- i really wish i knew how to hold onto happiness a bit longer. although, i guess, happiness isn’t meant to be held [captive]. that wouldn’t be happiness as much as desperation, right? maybe happiness is like people and things and…
- maybe i just wish my inherent sadness wasn’t so… inherent.
- strange, strange dream: i dreamt about him last night. my him. i dreamt about him— a friend, and i dreamt about her daughter. apparently, in this dream, her daughter was his— my him’s— niece. she called me uncle josh. the three of us were in his apartment and we were putting her to bed. she giggled and told me she loved me after the normal, fun banter i typically have with the little humans. he tucked her in bed and she told him that she loved him. they wrestled lightly and she snuggled her head and her large fro into his neck. it was beautiful. seeing how he loves outside of us is always beautiful.

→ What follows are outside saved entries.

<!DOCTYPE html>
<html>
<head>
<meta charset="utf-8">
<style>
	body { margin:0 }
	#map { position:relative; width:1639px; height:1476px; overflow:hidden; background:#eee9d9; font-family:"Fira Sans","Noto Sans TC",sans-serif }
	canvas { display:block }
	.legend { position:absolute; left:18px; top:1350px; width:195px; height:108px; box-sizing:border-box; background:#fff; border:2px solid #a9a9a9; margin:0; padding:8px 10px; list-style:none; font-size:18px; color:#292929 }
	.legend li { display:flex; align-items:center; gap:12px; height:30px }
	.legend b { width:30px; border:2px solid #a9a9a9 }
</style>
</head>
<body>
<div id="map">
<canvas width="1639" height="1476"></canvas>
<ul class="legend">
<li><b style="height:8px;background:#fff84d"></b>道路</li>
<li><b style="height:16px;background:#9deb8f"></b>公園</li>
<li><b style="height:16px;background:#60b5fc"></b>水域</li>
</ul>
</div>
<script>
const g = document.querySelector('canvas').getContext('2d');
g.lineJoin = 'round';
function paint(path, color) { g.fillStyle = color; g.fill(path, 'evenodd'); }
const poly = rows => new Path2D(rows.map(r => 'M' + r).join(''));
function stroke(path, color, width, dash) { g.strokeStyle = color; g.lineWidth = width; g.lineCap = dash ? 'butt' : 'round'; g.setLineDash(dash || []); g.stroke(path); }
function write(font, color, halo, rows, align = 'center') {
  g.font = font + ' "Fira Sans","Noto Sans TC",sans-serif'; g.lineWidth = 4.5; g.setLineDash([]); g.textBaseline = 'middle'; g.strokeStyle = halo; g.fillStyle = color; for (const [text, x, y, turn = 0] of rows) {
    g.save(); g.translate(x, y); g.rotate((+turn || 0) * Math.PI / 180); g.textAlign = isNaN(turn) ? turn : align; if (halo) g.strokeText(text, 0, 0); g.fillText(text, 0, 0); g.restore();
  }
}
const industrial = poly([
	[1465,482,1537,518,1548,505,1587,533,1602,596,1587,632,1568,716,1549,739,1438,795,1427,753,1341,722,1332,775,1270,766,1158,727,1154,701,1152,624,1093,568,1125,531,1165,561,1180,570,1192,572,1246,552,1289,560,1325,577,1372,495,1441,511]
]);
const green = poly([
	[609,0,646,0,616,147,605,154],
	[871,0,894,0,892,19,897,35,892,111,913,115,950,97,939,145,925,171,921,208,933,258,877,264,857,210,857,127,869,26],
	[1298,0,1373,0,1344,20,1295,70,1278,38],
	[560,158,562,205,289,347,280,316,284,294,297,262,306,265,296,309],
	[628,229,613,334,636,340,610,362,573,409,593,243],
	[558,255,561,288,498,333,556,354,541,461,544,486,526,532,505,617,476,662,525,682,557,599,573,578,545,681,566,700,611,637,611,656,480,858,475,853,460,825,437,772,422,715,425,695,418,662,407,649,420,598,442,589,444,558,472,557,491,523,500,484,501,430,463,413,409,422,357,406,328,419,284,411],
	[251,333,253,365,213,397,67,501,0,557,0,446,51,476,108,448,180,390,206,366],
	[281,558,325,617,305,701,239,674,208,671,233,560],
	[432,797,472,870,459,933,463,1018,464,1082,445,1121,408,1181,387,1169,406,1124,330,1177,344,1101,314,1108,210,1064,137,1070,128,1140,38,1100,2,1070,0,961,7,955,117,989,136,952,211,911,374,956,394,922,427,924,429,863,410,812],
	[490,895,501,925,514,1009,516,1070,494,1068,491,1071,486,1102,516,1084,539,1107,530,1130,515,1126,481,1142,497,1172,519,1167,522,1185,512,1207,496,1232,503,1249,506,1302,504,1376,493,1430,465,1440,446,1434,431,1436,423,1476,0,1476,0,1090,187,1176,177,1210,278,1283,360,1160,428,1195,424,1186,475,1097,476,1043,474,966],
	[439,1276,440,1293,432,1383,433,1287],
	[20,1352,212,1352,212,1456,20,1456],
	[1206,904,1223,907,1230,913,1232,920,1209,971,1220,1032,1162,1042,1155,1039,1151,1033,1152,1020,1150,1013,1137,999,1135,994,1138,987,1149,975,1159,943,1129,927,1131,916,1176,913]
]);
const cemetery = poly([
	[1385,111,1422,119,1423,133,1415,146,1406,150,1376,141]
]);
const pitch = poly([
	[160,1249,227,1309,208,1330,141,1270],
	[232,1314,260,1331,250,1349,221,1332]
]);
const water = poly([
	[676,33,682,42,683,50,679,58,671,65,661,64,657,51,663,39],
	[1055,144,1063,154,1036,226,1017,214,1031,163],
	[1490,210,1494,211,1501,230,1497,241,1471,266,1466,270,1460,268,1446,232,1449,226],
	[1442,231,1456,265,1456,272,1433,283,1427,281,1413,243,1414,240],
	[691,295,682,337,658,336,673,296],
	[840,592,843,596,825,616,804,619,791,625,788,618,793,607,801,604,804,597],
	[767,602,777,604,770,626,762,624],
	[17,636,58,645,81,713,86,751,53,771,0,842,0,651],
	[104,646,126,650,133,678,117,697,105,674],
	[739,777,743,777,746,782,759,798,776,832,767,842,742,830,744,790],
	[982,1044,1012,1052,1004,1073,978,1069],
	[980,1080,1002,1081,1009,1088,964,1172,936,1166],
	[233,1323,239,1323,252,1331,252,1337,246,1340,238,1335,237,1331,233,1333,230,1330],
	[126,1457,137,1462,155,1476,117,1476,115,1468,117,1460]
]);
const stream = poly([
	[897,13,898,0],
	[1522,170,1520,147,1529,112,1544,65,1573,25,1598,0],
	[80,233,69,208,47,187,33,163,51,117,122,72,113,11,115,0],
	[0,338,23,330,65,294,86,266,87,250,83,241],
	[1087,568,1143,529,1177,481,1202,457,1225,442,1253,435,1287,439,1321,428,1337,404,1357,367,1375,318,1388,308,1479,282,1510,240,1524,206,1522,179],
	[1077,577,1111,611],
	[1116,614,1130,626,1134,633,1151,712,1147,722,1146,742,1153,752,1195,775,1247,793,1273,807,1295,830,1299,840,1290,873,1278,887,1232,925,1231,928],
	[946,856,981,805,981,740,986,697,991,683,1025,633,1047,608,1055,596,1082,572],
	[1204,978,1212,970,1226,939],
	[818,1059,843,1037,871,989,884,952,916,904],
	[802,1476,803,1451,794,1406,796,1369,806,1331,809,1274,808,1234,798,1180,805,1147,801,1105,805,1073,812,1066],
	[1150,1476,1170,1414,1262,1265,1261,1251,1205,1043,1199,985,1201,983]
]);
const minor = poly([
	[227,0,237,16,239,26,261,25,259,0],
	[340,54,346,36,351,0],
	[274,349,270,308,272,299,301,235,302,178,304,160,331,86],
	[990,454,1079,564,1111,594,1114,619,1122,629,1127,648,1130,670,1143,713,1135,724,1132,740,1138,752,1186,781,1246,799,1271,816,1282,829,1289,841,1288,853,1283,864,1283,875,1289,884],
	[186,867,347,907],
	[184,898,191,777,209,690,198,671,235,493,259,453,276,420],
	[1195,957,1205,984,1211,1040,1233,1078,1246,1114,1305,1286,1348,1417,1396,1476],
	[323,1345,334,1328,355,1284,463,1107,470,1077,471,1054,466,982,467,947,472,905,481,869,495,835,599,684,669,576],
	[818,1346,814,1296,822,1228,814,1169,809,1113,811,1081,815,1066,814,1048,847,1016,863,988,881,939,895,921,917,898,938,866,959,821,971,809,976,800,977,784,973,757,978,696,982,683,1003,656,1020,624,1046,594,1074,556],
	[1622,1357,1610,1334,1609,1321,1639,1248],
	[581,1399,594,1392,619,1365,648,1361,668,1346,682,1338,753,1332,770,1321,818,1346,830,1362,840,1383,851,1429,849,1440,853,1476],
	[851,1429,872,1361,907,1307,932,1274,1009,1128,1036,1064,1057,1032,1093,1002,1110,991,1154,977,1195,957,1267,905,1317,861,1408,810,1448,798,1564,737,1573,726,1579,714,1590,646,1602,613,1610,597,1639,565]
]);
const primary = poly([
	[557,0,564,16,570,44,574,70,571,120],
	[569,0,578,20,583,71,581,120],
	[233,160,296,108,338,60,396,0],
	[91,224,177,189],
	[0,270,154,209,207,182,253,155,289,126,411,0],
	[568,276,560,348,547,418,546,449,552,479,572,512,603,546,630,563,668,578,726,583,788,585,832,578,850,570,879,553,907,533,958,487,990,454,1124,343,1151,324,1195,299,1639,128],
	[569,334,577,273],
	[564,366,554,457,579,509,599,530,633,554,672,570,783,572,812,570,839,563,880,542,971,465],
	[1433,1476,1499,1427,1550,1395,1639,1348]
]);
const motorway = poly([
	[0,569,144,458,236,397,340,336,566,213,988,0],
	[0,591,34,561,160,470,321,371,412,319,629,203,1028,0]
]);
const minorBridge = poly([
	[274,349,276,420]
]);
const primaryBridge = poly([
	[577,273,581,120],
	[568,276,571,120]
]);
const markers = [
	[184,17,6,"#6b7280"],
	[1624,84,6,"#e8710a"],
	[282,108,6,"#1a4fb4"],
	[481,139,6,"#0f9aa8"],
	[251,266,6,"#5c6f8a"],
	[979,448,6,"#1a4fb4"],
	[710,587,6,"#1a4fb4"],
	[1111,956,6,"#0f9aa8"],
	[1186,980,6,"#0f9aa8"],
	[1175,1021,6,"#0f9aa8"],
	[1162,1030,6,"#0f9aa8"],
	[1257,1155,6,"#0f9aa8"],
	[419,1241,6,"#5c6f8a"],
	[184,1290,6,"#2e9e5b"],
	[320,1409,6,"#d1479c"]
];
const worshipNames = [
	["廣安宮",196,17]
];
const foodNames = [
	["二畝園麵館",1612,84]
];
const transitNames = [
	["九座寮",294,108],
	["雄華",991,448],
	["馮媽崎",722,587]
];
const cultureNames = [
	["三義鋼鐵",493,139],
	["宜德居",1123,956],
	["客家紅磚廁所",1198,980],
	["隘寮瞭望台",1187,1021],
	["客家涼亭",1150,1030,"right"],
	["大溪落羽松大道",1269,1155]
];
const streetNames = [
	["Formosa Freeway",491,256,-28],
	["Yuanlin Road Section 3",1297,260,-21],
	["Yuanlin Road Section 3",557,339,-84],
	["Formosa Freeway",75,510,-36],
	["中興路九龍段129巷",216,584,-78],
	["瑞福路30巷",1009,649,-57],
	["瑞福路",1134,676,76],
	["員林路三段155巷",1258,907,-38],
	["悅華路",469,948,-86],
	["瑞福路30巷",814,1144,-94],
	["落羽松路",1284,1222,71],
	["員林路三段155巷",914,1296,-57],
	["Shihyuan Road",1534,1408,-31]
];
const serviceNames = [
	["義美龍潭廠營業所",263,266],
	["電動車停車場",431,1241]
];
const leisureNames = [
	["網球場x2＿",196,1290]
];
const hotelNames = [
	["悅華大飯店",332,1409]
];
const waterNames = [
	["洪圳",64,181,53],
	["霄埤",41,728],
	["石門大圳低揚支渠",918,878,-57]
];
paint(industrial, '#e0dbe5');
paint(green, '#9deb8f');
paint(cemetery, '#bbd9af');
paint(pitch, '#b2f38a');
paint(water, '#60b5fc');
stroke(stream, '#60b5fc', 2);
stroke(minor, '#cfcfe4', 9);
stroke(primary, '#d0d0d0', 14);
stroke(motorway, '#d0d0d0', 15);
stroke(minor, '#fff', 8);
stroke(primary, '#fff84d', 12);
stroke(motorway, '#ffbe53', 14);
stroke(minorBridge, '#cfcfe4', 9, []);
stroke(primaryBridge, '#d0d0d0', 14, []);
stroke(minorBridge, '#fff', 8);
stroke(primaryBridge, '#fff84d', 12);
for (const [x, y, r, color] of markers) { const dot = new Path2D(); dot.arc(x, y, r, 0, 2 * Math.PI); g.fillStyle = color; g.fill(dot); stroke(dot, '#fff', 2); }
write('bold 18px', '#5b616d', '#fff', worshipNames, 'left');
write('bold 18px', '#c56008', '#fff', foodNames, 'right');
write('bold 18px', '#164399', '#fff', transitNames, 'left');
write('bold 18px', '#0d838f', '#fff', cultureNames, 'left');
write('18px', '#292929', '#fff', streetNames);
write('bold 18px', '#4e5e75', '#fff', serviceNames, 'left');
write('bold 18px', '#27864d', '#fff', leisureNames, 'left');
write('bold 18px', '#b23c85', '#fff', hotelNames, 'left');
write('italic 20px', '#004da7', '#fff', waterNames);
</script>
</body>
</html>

as he was rising from the bed and turning to smile back at me, the scene changed. next thing i know i am leaned up against the shoulder of my friend. still in my him’s apartment, my friend was reading something. i was being… well… me. it was intimate and familiar but different. he looked down at me and smiled and asked, “do you lean on him like this?” i responded, “Yes.” it bothered him. he tried to hide it. he got up and turned his back to me and as he was turning back to face me, my him’s sleepy grin is what i was greeted with.
- flit, fleet, float, liitle man.
- i’m ready for this new meshell album. i wish lizz wright would find her way to releasing one, too.
- i think i have a date with Reginald Shepherd today, but first i need to finish reading these new chapters i was sent and give my “nothing but great feedback on my feedback” non-editiorial. :)
- just because i hate even numbers.
not sure of the currency, but i am about to spend some shit.